Another story involved Bill Irwin, another member of the OFC. Aboard his cabin cruiser one Fourth of July, Bill was tossing lighted cherry bombs from down below up to my father, who was sitting on the aft deck and, naturally, had to toss them overboard fairly quickly. Things were going smoothly until one of the firecrackers didn’t explode … until a small Lyman outboard ran over it. The explosion blew a hole in the Lyman big enough that they had to scramble to get it to the haul out ramp before it sank. Somehow they managed to cheer up the hapless Lyman guy — probably utilizing some form of alcohol.


As we got older, we started to contribute to the lore ourselves. One Nationals, or maybe Great Lakes, at CYC, when the fleet’s Thistles were still stored on the rafts and the after-race party took place around the keg on the Thistle green, Chris Klotz got a great idea: The party was pretty much over, and there was still about a half keg left. Drink some more? Nah. Why not hoist it up to the top of Jim Irwin’s mast? Yeah! C’mon. Great idea, except it turns out a Thistle main halyard can only hold the weight of a keg long enough to get it up to the top of the mast. Twang! The keg fell and smashed through Jim’s forward grating. Oops. For some reason, Jim was extremely unhappy. He got over it, though, and renamed his boat Keg-of-my-Heart.

Give me a hand

George Wharton provided another classic: One Saturday night at a big Thistle regatta, the Bagatelle I think, he and a number of other recalcitrants were engaging in a popular but absolutely forbidden recreation: the Midnight Swim.
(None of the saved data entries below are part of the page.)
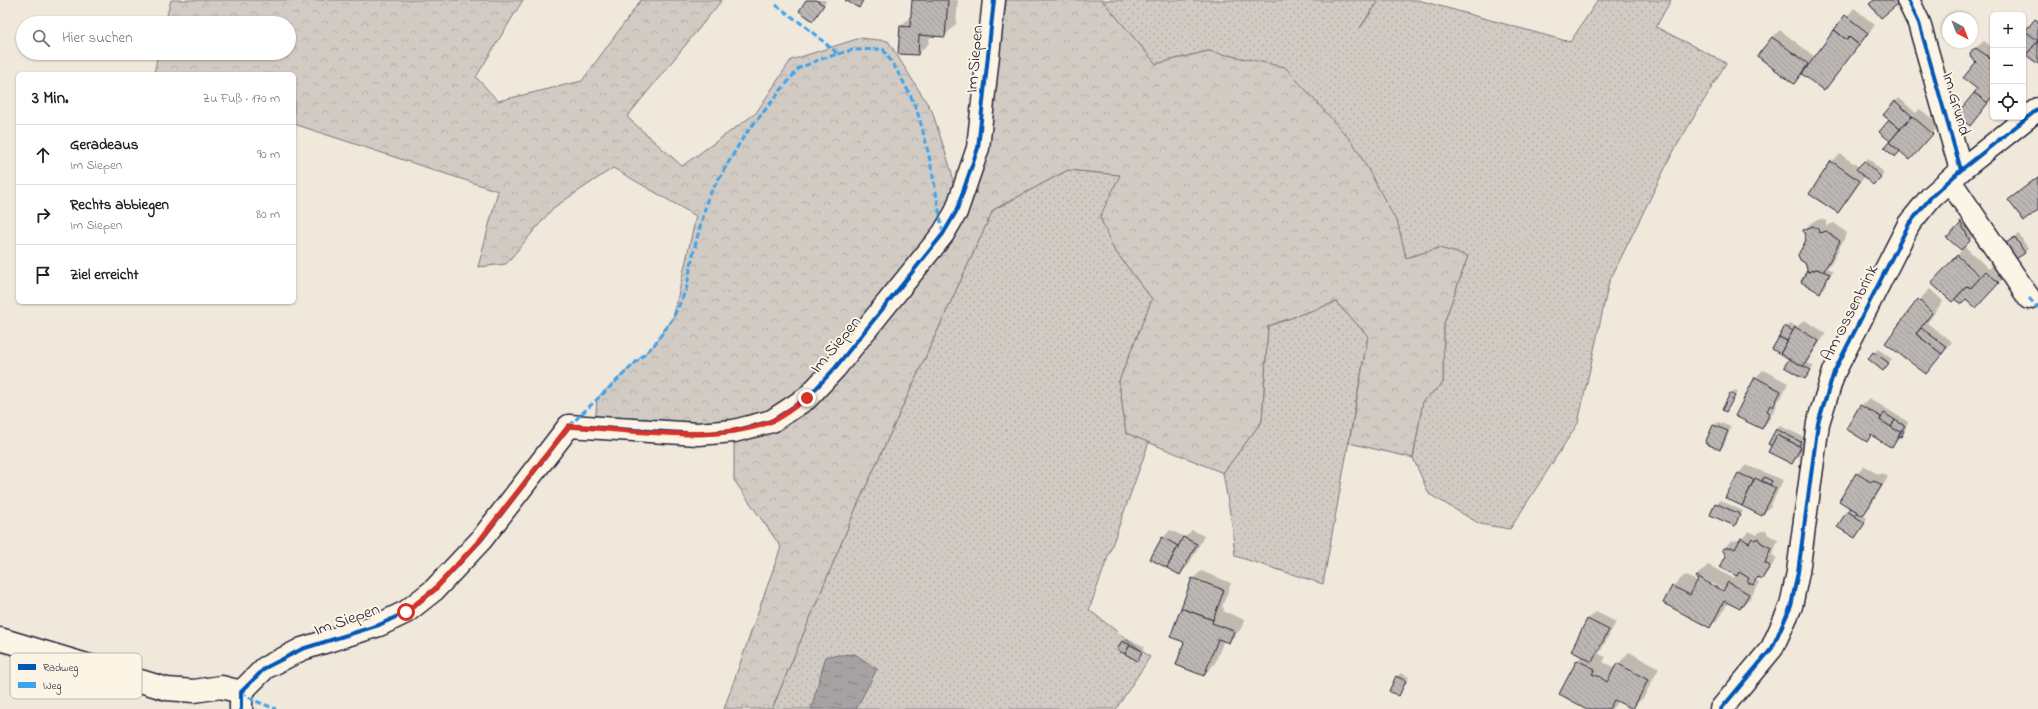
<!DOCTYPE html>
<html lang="de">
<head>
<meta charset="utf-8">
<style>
  body { margin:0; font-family:"Indie Flower",sans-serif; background:#f6f6f6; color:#202124 }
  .controls { position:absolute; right:12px; top:12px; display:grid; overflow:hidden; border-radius:6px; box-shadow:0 1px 3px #0004 }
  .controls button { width:36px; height:36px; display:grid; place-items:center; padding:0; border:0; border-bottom:1px solid #e0e0e0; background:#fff; color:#202124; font:20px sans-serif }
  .compass { position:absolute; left:1942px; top:12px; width:36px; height:36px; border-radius:50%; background:#fff; box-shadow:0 1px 3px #0004; rotate:138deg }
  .stop { position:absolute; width:12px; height:12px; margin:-9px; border:3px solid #d93025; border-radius:50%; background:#fff }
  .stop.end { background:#d93025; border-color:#fff; box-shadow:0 1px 4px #0008 }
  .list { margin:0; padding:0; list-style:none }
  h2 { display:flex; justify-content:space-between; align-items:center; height:52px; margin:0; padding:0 16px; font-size:17px }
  h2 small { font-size:13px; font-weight:400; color:#757577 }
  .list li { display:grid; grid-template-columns:26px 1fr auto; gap:12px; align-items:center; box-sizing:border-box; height:60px; padding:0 16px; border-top:1px solid #e0e0e0 }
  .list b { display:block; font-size:15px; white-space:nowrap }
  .list p { margin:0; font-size:13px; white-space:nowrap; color:#757577 }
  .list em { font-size:13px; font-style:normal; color:#757577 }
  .icon { flex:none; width:22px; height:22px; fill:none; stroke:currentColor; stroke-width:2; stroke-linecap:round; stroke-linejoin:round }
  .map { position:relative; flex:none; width:2038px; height:709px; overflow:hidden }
  .search { position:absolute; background:#fff; box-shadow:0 1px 3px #0004; left:16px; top:16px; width:280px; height:44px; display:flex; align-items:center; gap:10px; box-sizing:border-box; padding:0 14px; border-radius:22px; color:#757577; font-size:15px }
  .panel { position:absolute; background:#fff; box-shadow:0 1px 3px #0004; left:16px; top:72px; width:280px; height:232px; border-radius:6px }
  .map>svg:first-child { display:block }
</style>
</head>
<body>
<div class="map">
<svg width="2038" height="709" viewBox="0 0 2038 709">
  <defs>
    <pattern id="grass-dots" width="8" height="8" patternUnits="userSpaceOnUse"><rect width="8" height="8" fill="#d1cbc3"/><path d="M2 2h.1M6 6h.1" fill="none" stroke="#b3aea8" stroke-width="1.8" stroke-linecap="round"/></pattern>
    <pattern id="forest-crowns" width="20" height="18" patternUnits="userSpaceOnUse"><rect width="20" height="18" fill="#d1cbc3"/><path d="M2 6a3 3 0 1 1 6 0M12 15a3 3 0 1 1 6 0" fill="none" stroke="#b3aea8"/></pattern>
    <pattern id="water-ripples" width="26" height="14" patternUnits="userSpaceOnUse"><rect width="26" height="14" fill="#a6a2a2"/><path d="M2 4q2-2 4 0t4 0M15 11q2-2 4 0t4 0" fill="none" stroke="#878485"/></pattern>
    <pattern id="building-back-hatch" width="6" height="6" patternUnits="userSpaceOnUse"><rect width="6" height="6" fill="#bcb7b3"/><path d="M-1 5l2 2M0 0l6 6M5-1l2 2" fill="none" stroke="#a19d9b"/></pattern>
  </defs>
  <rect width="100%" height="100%" fill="#efe8db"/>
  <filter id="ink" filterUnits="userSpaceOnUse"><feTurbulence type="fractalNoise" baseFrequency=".025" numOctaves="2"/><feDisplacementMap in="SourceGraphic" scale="8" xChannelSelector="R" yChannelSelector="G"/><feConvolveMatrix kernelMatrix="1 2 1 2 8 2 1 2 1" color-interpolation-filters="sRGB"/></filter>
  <g filter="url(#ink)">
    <!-- grass -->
    <g fill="url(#grass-dots)" stroke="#7a767f">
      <path d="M1102,0H1378L1360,28L1380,0H1418L1570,42L1598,0H1671L1656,27L1726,63L1672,154L1609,282L1578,423L1510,529L1480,524L1429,494L1413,458L1423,401L1443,383L1444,323L1468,256L1439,248L1406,258L1398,224L1208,51L1156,64Z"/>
      <path d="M1068,170L1120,175L1113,248L1152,299L1119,381L1126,433L1149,442L1089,610L1150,657L1116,709H772L856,508L993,210Z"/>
      <path d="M1336,302L1368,336L1323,584L1235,556L1232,525L1223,473L1262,421L1268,326Z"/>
    </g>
    <!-- forest -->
    <path fill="url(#forest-crowns)" stroke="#7a767f" d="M171,0H523L476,77L498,101L582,81L641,0H722L627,117L682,166L756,113L791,60L860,38L888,41L932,111L952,173L956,210L994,0H1102L1156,64L1208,51L1285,67L1354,144L1398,224L1406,258L1439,248L1468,256L1444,323L1443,383L1423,401L1413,458L1349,443L1368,336L1336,302L1268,326L1262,421L1223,473L1126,433L1119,381L1152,299L1113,248L1100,217L1120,175L1068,170L993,210L856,508L772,709H724L781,547L734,480V432L595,428L597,398L654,345L673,318L696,216L613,168L553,208L506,264L478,267L498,191L294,124V74H154L158,53H289V23H165Z"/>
    <!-- water -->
    <path fill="url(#water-ripples)" stroke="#716f79" d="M855,654L877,669L856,709H811L826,656Z"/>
    <!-- shadow -->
    <g fill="#0003" fill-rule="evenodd">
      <path d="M808,0H825L826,1L816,16Z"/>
      <path d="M913,0H958L956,24L945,36L930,35L929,43L918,54L901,26L912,15Z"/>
      <path d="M1854,8L1875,25L1831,82L1824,90L1803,74L1794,83L1772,37L1780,30L1815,57Z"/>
      <path d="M1984,41L1993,48V97L1970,125L1978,89L1977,62L1973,50Z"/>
      <path d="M1899,98L1916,113L1920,109L1940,125L1910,158L1880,131L1890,120L1884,114Z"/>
      <path d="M1840,154L1859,167L1868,158L1884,173L1873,184L1865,176L1845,204L1838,212L1832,162Z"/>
      <path d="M2038,176V209L2010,200L2017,193Z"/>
      <path d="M1821,219L1826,221V226L1834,223L1847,233L1831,264L1826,268L1833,271L1820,291L1802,282L1808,270L1807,240L1804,230L1812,222Z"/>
      <path d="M1965,220L1973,237L1964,246L1989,269L1994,264L2006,275L1983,299L1966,298L1962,302L1933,283L1962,250L1949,238Z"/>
      <path d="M2019,234L2028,249L2025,252L2004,245Z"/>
      <path d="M1930,289L1943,301L1927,323L1952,342L1926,373L1887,343L1919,300Z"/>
      <path d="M1804,320L1826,333L1807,363L1814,366L1805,378L1790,359L1773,349L1790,323L1797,327Z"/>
      <path d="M1878,349L1892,359L1883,369L1874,353Z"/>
      <path d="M1763,370L1788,383L1781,398L1775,404L1777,405L1769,420L1762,428L1736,415L1756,377Z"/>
      <path d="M1735,390L1738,392L1726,411L1731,394Z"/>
      <path d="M1869,398L1908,422L1904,432L1892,447L1872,435L1867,441L1861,406Z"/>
      <path d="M1718,422L1731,427L1724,445L1720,449L1706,443L1714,425Z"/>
      <path d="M1780,426L1808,439L1800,455L1792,463L1777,429Z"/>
      <path d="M1746,465L1783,480L1770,507L1762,515L1726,498L1739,473Z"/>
      <path d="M1865,466L1879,475L1881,473L1888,477L1870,507L1862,515L1867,518L1858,533L1852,508L1857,474Z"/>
      <path d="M1720,500L1743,511L1735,525L1711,514Z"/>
      <path d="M1170,530L1185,537L1192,530L1204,536L1188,566L1180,574L1152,559L1163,538Z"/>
      <path d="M1749,531L1757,535L1761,531H1767V534L1778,540L1772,555L1777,558L1769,570L1762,578L1760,577L1756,580L1759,582L1751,597L1740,608L1728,602L1721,616L1710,627L1665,603L1673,586L1685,575L1698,582L1700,579L1696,576L1708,565L1733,578L1737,575L1723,549L1731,541L1741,540ZM1703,578L1728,592L1727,594L1703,580Z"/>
      <path d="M1201,571L1231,583L1222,607L1224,608L1223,611L1245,620L1240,630L1229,642L1224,640L1215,663L1204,675L1186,642L1193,579Z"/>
      <path d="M1596,612L1616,622L1599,654L1606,657L1603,662L1615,668L1629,652L1659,668L1644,697L1632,708L1618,701L1612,709H1589L1560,693L1578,660L1582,656L1572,650L1588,619Z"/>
      <path d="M1127,638L1145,647L1137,659L1123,642Z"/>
      <path d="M1401,673L1409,677L1399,695L1397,677Z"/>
    </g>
    <!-- building -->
    <g fill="url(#building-back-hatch)" stroke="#22223b">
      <path d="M806,0H816L824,5L813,21L799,11Z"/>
      <path d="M845,0H863L859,8Z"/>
      <path d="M912,0H948L945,37L919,35L918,55L898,54L900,26L910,27Z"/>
      <path d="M1874,0H1896L1899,3L1881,18L1869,4Z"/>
      <path d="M1845,15L1868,33L1859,45L1849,37L1847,40L1834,30Z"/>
      <path d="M2035,19L2038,21V42L2025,31Z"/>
      <path d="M1834,30L1847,40L1849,37L1859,45L1824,91L1802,74Z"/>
      <path d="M2025,31L2038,41L2026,55L2023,52V33Z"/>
      <path d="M1772,37L1808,64L1794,84L1757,56Z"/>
      <path d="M2038,41V64L2026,55Z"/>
      <path d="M1976,48L1993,60V95L1987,103L1974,93L1977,89L1963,78L1976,62L1971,58L1970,54L1972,50Z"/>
      <path d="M1974,93L1988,103L1970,126L1956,115Z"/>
      <path d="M1895,101L1912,116L1900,129L1883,115Z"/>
      <path d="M1912,116L1933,134L1910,160L1889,142Z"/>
      <path d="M1889,120L1900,129L1890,141L1879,132Z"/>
      <path d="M1889,142L1900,151L1895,157L1884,148Z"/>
      <path d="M1831,161L1860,181L1838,213L1809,194Z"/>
      <path d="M1864,161L1881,177L1873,185L1856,169Z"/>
      <path d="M2038,177V210L2024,221L2008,200Z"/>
      <path d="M1960,221L1970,241L1961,250L1946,237H1948L1961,223Z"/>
      <path d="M1813,226L1818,229L1819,233L1826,231L1840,241L1823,273L1817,269L1808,272L1805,263L1800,260L1798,255L1806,240L1803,230Z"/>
      <path d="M2015,237L2025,253L2013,261L2003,245Z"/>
      <path d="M1957,255L1981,277L1971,288L1967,286L1952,302L1931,283Z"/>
      <path d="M1817,269L1830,274L1820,293L1801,282L1807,270L1808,272Z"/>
      <path d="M1986,271L1999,283L1976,308L1966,299L1962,304L1955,299L1967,286L1971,288Z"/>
      <path d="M1918,299L1932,313L1916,334L1942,354L1926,374L1885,343Z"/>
      <path d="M1785,326L1793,331L1787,341L1779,337Z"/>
      <path d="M1795,327L1819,341L1803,367L1780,354Z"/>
      <path d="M1921,328L1947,347L1942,354L1916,334Z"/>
      <path d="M1779,337L1787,341L1780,354L1772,349Z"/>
      <path d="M1873,352L1889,363L1883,371L1868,359Z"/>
      <path d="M1789,359L1811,370L1805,379L1784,367Z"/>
      <path d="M1755,377L1781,391L1773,407L1770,405L1767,411L1770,413L1762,429L1735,416Z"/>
      <path d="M1730,393L1735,396L1726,412L1722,410Z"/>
      <path d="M1860,405L1881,417L1880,420L1901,432L1892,448L1871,435L1867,442L1846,429Z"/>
      <path d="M1884,413L1895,420L1891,427L1880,420Z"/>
      <path d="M1895,420L1905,426L1900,432L1891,427Z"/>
      <path d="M1713,425L1728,431L1720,450L1705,443Z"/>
      <path d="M1776,429L1801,442L1799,446L1777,435L1772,446L1768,444Z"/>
      <path d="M1902,429L1904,431L1901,437L1899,436Z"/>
      <path d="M1777,435L1801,447L1792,464L1768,452Z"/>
      <path d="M1738,473L1754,480L1742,506L1725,498Z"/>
      <path d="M1856,473L1871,482L1873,480L1882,485L1863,516L1839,501Z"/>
      <path d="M1764,477L1772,481L1770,485L1762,481Z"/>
      <path d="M1755,478L1776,488L1762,516L1742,506Z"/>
      <path d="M1715,503L1740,514L1735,526L1710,515Z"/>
      <path d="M1851,508L1858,512L1855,517L1848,512Z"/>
      <path d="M1847,511L1865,523L1855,538L1837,527Z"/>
      <path d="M1162,537L1178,546L1167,568L1150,559Z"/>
      <path d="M1183,537L1197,544L1180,575L1167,568Z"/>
      <path d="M1741,538L1749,543L1752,538L1755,540L1759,538L1760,542L1771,548L1765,563L1770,566L1762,579L1757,577L1753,585L1747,582L1749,578L1739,572L1737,576L1720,567L1726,556L1722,549L1731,547L1735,549Z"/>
      <path d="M1697,576L1723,591L1728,582L1749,594L1740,609L1724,601L1710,628L1663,603L1672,586L1690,595L1698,579L1696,578Z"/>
      <path d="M1192,578L1224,590L1213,620L1181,608Z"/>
      <path d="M1181,608L1213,620L1212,623L1234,631L1229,643L1218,639L1204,676L1176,665L1184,642L1170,637Z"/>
      <path d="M1587,619L1609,630L1592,662L1571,651Z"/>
      <path d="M1122,641L1130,645L1125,654L1117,650Z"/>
      <path d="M1130,645L1142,651L1138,661L1125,654Z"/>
      <path d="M1577,660L1595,669L1592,674L1601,677V678L1607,682L1617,663L1648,680L1633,709L1614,700L1609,709H1587L1559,694Z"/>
      <path d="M1396,676L1406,681L1399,696L1389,691Z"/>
    </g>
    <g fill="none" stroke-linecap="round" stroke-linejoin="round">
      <!-- minor casing -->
      <g stroke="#22223b" stroke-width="25">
        <g id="minor">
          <path d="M1908,0L1919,23L1961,170"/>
          <path d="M1950,181L2029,298"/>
          <path d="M0,639L167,689L194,691L221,687L241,692"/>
          <path d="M241,709V692L265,668L302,649L379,625L406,612L434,590L481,540L569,426L698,434L734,431L772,421L807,398L835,368L943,234L956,212L978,148L994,0"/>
          <path d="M1721,709L1772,648L1791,606L1798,572L1818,423L1834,372L1909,224L1931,197L1961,170L2038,109"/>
        </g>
      </g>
      <!-- minor -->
      <use href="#minor" stroke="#fcf5e5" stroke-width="22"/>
      <!-- quiet -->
      <g stroke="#3ea2ec" stroke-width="3" stroke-dasharray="6 3" stroke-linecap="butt">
        <path d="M776,5L806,27L838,54"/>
        <path d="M2029,298L2038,308"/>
        <path d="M569,426L654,345L673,318L686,290L694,250L708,197L744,136L799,68L821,59L852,50L883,49C896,69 909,89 917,111C930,151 936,193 943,234"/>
        <path d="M241,692L253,700L276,709"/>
      </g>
      <!-- cycleway casing -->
      <g stroke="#fcf5e5" stroke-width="6">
        <g id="cycleway">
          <path d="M1908,0L1919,23L1961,170"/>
          <path d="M241,709V692L265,668L302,649L379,625L406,612L434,590L481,540L569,426L698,434L734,431L772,421L807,398L835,368L943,234L956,212L978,148L994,0"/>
          <path d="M1721,709L1772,648L1791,606L1798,572L1818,423L1834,372L1909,224L1931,197L1961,170L2038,109"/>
        </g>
      </g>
      <!-- cycleway -->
      <use href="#cycleway" stroke="#0057b8" stroke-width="4"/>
    </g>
  </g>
  <g fill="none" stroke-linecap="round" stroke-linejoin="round" filter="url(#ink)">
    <!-- route -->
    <path stroke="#d93025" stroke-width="5" d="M406,612L434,590L480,540L569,426C628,430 717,444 772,421C784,416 796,405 807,398"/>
  </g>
  <g text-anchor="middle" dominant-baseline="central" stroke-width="4" stroke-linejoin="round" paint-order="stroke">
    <!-- street labels -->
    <g font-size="17" fill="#22223b" stroke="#fcf5e5">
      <text transform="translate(975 59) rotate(-85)">Im Siepen</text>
      <text transform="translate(1956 104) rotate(74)">Im Grund</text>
      <text transform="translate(1850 313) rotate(-63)">Am Ossenbrink</text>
      <text transform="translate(836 345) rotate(-50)">Im Siepen</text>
      <text transform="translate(347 620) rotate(-19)">Im Siepen</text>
    </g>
  </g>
  <!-- legend -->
  <rect x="10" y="653" width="132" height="46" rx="6" fill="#fcf5e5" stroke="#bbb6b2" stroke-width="1"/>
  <rect x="18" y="664" width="18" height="6" fill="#0057b8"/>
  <rect x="18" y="682" width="18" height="6" fill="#3ea2ec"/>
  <g font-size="11" fill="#22223b">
    <text x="43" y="671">Radweg</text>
    <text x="43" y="689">Weg</text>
  </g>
</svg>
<div class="controls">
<button>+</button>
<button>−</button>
<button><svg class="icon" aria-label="locate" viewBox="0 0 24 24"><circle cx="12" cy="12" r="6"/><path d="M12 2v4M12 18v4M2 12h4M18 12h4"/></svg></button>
</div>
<svg class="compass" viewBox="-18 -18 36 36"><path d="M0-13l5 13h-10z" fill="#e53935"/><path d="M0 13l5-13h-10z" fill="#757577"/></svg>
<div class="stop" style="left:406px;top:612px"></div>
<div class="stop end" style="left:807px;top:398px"></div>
<div class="search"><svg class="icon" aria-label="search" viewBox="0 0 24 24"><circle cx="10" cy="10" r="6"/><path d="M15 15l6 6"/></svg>Hier suchen</div>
<section class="panel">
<h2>3 Min.<small>Zu Fuß · 170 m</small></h2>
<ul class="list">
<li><svg class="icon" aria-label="ahead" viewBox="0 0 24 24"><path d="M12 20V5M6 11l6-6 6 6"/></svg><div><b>Geradeaus</b><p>Im Siepen</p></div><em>90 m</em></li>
<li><svg class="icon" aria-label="right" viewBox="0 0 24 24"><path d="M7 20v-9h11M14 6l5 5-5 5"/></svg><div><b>Rechts abbiegen</b><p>Im Siepen</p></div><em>80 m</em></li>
<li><svg class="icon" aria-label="arrive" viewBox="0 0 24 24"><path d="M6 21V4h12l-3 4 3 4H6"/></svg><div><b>Ziel erreicht</b></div></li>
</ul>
</section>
</div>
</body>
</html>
The CYC pool, which was surrounded by a 10-foot-high wall, was closed and locked. It was great fun to find a dark corner of the wall, climb over, and sneak into the pool for a dip. This night, while splashing away, the gang got a little too boisterous and attracted the attention of the security guard, who unlocked the gate and went in to investigate. He found George and his pals in the pool and ordered them out, asking for names. George obediently swam over to the guard and politely asked, “OK, but would you please give me a hand?”

“Sure,” said the unsuspecting guard. George reached up, took hold of the guard’s hand, and, instead of getting out, pulled the guard in. The gang made a quick getaway while the guard spluttered in the pool.

There are many more stories from Fleet No. 1, some of which actually involve sailing and racing. But you’ll have to ask around and get those on your own. And maybe someday, if you’re the proactive type and work hard to have fun, they’ll be telling stories about you. Enjoy the Nationals!

—John Lovett, Jr.


The Thistle National Championship, presented by KeyBank, celebrates the 75th anniversary of one of North America’s most popular and competitive one-design sailing classes. The regatta takes place July 31-August 6, 2021 at the Cleveland Yachting Club in Rocky River, Ohio.